[Excerpted data]
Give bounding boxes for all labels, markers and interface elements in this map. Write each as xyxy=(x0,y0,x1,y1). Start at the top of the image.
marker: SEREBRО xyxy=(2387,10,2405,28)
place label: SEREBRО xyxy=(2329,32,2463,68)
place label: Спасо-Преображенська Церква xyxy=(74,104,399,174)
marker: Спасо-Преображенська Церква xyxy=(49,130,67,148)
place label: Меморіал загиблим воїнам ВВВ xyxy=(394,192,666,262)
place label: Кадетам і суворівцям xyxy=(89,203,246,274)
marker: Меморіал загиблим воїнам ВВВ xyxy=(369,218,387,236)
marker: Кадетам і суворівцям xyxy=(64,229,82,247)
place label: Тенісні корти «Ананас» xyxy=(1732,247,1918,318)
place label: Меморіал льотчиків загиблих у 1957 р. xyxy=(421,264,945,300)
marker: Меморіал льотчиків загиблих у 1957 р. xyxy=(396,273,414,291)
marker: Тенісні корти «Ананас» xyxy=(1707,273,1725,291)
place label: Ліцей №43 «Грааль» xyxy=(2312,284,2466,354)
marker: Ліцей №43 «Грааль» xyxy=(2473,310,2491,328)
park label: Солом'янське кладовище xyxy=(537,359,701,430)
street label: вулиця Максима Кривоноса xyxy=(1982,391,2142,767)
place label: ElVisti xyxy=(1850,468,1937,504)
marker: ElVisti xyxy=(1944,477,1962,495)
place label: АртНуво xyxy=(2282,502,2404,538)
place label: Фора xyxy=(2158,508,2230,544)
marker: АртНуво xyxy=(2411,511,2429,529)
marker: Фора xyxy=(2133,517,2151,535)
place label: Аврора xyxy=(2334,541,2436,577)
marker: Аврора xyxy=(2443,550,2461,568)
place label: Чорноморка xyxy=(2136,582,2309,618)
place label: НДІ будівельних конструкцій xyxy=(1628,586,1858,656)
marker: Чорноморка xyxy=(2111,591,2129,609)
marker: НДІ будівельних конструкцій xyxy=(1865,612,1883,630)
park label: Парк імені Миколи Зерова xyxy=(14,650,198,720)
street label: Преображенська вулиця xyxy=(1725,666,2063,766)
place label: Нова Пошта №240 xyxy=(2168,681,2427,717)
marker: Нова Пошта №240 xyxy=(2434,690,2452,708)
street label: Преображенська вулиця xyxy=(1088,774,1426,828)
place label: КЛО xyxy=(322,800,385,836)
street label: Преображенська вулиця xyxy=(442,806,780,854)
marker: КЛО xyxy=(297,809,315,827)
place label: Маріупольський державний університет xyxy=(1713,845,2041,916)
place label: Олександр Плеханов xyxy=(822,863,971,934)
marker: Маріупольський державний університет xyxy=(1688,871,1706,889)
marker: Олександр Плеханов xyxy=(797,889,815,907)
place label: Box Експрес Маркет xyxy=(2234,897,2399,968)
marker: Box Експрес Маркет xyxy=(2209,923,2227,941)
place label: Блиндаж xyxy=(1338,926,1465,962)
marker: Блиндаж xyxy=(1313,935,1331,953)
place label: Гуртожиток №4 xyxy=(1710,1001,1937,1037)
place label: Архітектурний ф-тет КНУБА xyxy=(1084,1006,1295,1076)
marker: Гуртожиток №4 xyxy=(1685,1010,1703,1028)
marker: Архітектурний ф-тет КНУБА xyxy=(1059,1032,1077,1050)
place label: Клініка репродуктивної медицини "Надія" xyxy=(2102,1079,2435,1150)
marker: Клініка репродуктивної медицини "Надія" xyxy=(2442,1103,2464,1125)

[Directions for this task]
Across the entries, how many lines contain the word "АртНуво"? State that number and nothing else.

[Answer to this problem]
2